Now, while the freedom that solar can offer cannot be overstated, there are CONs that require careful consideration as well:

  1. Solar systems are the most expensive charging solution, from a capital purchase perspective.  
  2. Not all areas are conducive to solar regeneration.  If you’re camping in a dense forest, you’re not going to be able to capture a lot of solar energy.  If you’re in a climate that is overcast for a portion of just about everyday, you’ll be missing out on at least a portion of your system’s potential.  Bottomline, unless you only camp in ideal conditions (and many people do...lookin’ at you southwestern states), a solar system is susceptible to environmental impacts.  In most cases, this can be overcome by hedging your bets and investing in an alternative charging source.

If you’ve decided that solar regeneration is a worthy venture to embark on, Congratulations!  To set up your mobile site with solar, you’ll have some choices to make:

  • How much recharge capacity do I need?
  • Do I want to affix solar panels on my roof or do I want mobile panels?
    • Do I have storage space in my rig for mobile panels?
    • Do I have enough available roof space for fixed panels?
  • Will this be my primary power source or will this be paired with another charging system?

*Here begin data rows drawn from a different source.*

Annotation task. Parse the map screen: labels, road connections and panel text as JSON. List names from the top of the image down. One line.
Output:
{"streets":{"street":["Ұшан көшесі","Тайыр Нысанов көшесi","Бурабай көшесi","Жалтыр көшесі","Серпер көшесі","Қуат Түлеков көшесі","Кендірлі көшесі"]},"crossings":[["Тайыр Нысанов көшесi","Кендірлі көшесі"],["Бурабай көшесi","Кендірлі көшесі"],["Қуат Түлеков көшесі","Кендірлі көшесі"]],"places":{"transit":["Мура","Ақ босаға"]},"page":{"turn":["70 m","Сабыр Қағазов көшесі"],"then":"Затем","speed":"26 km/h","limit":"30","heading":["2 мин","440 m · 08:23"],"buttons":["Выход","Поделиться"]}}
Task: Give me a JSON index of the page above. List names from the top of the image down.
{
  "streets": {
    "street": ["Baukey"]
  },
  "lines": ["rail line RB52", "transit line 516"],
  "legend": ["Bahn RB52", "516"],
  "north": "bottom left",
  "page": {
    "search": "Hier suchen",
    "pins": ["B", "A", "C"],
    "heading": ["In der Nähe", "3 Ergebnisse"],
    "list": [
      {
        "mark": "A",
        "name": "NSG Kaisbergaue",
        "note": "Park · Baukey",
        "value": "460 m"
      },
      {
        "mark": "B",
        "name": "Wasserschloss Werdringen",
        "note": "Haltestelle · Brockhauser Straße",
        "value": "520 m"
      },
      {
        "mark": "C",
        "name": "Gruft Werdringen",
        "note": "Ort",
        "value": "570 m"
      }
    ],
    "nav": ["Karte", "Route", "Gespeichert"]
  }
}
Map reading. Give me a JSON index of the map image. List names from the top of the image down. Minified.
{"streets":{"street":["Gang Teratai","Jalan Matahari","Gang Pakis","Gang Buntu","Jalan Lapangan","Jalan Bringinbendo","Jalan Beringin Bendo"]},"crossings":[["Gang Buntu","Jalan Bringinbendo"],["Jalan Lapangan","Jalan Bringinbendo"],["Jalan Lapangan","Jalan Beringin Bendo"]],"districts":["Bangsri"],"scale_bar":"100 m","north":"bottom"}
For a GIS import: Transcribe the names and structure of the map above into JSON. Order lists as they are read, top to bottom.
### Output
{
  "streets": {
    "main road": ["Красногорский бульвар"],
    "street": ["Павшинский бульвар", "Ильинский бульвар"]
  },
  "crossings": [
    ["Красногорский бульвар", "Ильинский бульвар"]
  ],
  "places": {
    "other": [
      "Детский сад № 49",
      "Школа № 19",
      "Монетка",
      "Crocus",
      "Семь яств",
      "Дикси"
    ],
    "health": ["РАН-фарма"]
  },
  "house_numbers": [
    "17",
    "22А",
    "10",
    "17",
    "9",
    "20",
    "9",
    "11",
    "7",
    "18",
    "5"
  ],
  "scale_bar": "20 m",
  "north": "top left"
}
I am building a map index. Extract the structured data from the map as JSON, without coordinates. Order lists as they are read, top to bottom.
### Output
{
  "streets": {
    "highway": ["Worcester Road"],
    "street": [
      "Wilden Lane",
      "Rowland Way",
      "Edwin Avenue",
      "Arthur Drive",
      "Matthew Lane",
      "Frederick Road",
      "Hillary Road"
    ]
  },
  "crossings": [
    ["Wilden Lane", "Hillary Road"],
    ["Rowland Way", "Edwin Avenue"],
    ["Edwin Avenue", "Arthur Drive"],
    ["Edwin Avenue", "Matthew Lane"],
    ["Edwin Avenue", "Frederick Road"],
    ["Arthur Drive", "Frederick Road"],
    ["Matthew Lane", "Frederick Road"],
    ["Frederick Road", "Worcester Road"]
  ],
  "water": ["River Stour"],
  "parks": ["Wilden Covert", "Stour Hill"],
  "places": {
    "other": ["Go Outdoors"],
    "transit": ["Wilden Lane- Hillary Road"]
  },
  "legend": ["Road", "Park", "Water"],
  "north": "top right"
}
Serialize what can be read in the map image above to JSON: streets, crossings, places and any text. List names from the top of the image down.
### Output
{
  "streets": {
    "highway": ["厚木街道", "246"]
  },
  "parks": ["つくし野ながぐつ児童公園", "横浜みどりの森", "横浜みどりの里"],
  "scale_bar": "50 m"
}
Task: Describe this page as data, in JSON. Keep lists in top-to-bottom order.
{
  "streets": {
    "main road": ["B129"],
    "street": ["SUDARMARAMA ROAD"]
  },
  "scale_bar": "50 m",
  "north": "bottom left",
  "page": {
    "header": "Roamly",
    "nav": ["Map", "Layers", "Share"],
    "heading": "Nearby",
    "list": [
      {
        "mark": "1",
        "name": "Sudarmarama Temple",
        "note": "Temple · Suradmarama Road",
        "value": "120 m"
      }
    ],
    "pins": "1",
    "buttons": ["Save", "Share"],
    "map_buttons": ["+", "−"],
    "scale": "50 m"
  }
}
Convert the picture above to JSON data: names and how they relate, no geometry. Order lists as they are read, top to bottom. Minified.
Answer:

By answering these questions, you should be able to zero in on the type and size of solar system you’ll want to invest in. 

In addition to the panels themselves, to be fully operational you’ll need a solar charge controller.  There are two options Maximum Power Point Tracking (MPPT) and Pulse Width Modulation(PWM).  In general MPPT’s controllers are the preferred option, since they are more efficient, especially as you increase the watts/size of your solar panels. With that said for a single 100watt panel a PWM controller will work just as well and save you a few bucks up front.

If you’re not in ideal conditions and find that you’ll need an alternative power supply for those days you're camping under a tree canopy, you’ll want to explore an MPPT that also is attached to an AC-to-DC or DC-to-DC charger.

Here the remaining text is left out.